Many hot-off-the-press takes have rolled out ever since the Senate’s certification of the electoral votes (usually an unexciting event that garners scant media coverage at best) was briefly shut down after a pro-Trump mob stormed the Capitol building and proceeding to vandalize, loot, and steal from the property. These takes have ranged from condemnations of the rioters’ behavior (including from world leaders) and calls for prosecution and jailing of the participants to calls to impeach President Trump a second time and encouraging his senior-level staff to resign. Some even believe that the day parallels Pearl Harbor and should live in infamy, while others have been quick to point out the differences in police treatment of the pro-Trump rioters and the Black Lives Matter protesters last summer. Still, others have lamented the worrying number of far-right extremists, neo-Nazis, crank conspiracy theorists, racists, and fringe militia groups that showed up at the rally-turned-riot.
There is merit to all of this, but they are missing the big picture (the only big-picture take I have seen is people pointing out one of the rioters getting a Confederate flag into the Capitol building, something Confederate soldiers were unable to do 150 years ago).

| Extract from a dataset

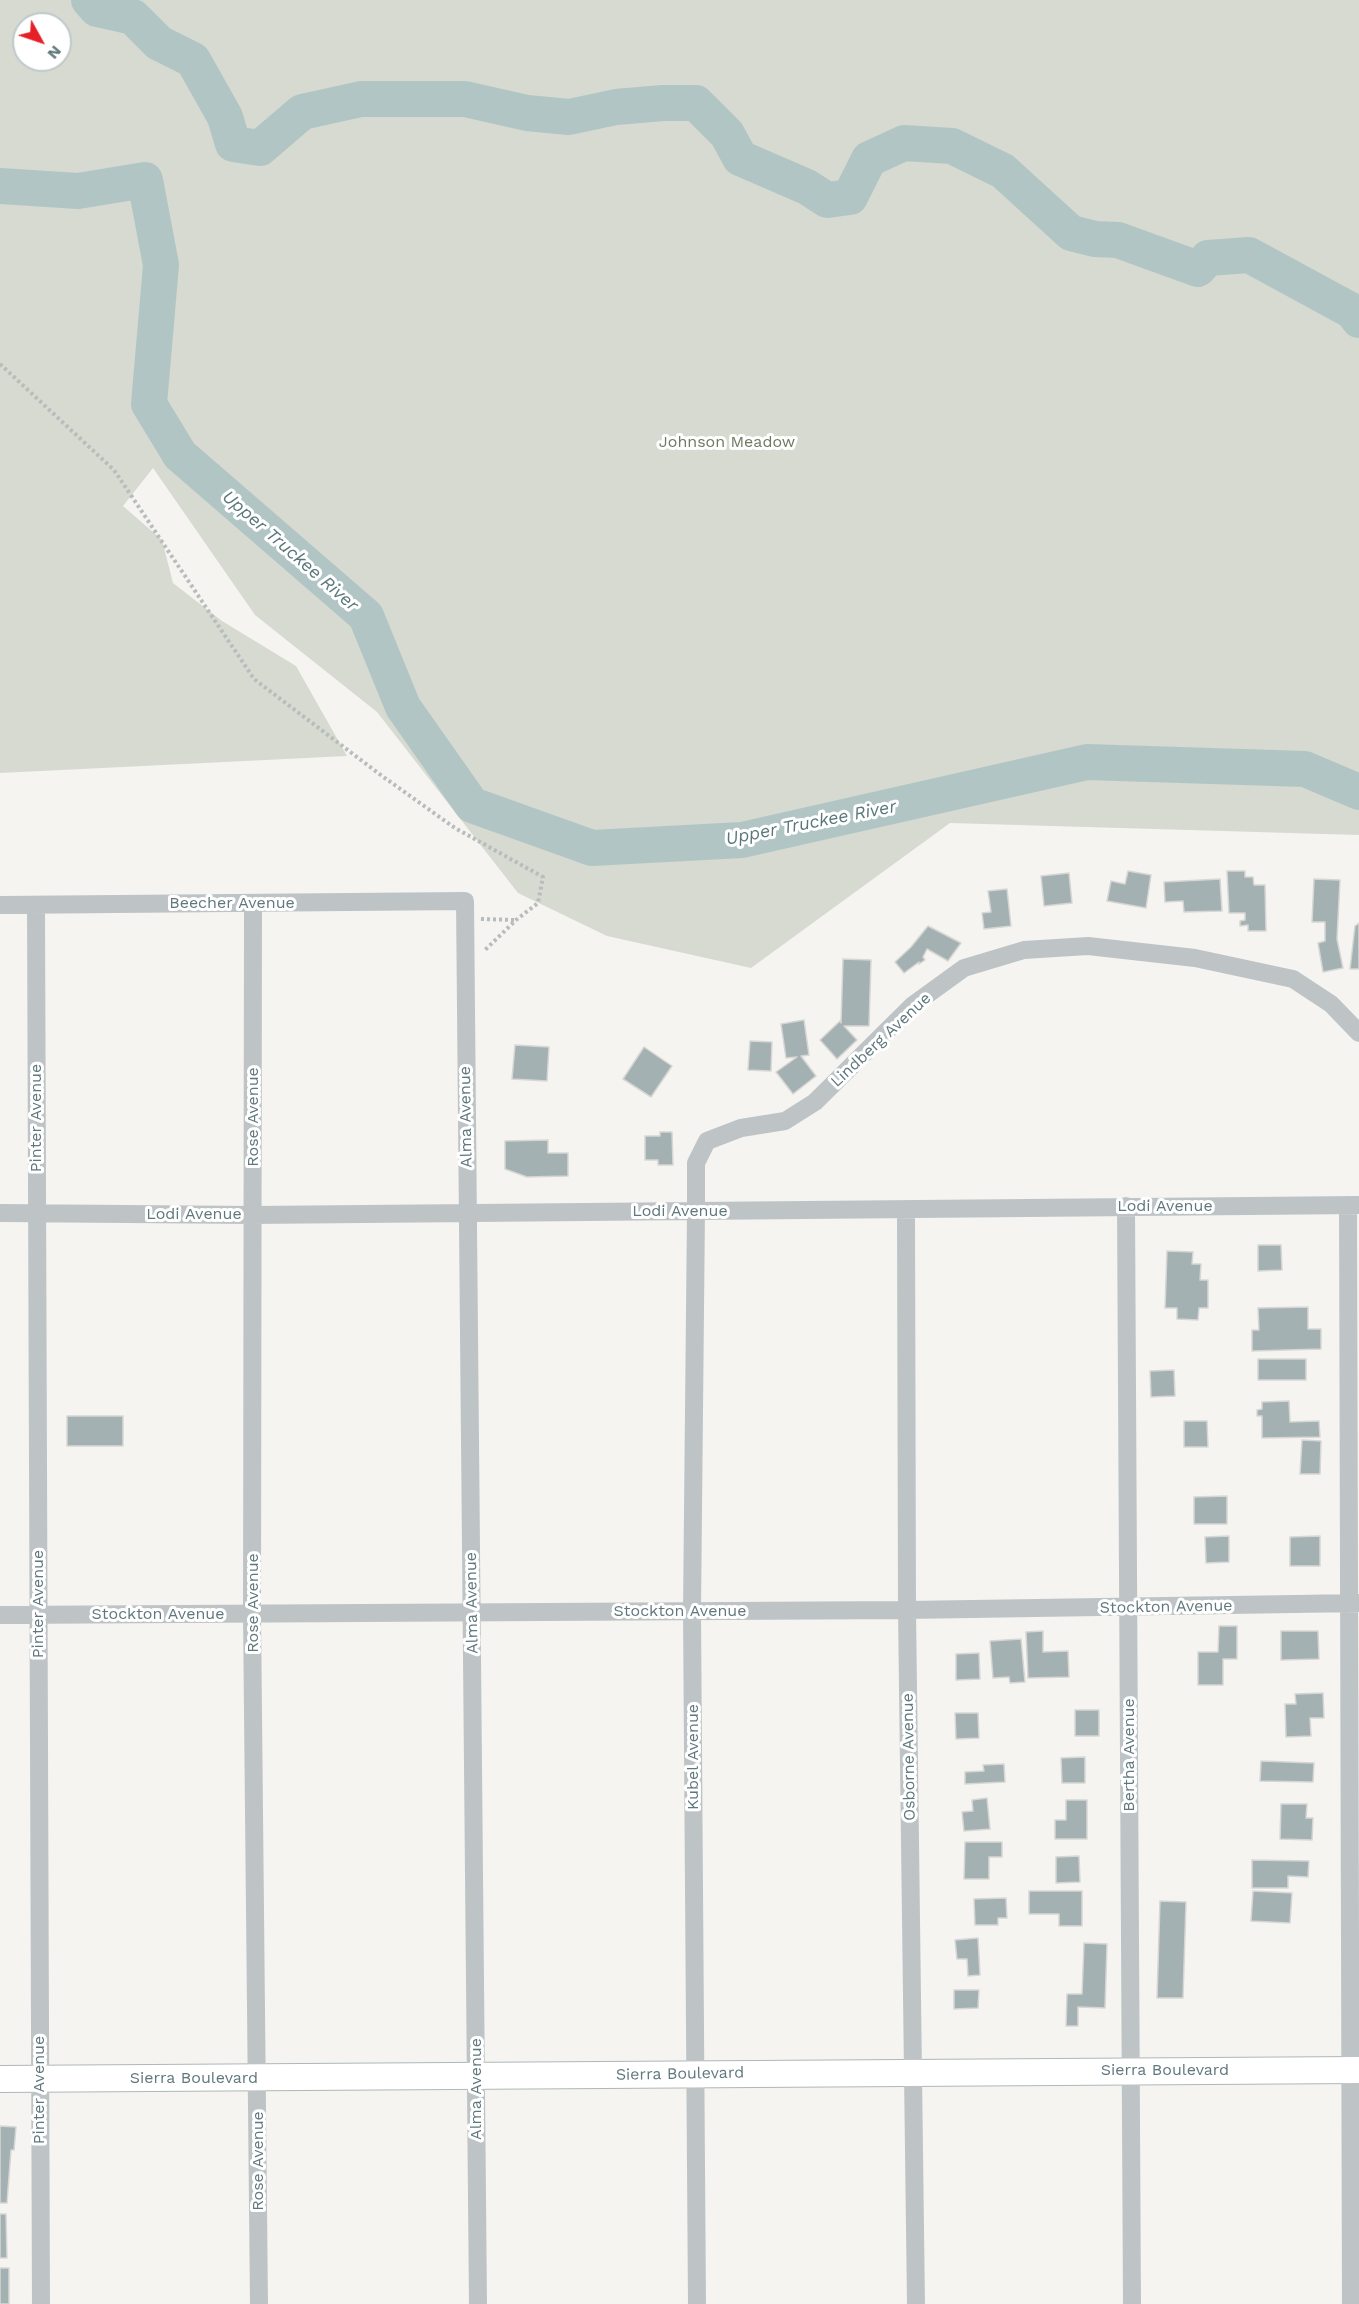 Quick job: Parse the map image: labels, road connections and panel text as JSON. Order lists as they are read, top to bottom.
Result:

That big picture is something that has been bubbling under the surface of politics for decades now, and that is the tension between the haves and have-nots. The political class is not oblivious to this: politicians, journalists, pundits, activist leaders, and other political elites turn every single thing into a potential or actual catastrophe. Every election becomes “once in a lifetime” and a chance to “save our country.” Every speech given by a politician is influential. Every piece of legislation will have serious consequences. And so on and so on.
Whether these claims have any merit is not significant. What is important is that our elites, specifically our politicians, continue to exploit our fears and pit “us” versus “them.” People often like to think President Trump is the only major politician with a toxic “winners and losers” mentality, where if we do not try to win, then we lose. But this mentality is shared among our politicians from both parties, making us less trusting of one another and more willing to confine ourselves to echo chambers and the misinformation that permeates such places. Whataboutism becomes commonplace as people talk past each other, versed in wildly different political languages. Coupled with the differences in values that people hold and the increasing perception that the “other side” wants fundamentally different political outcomes to occur, it becomes impossible to find common ground.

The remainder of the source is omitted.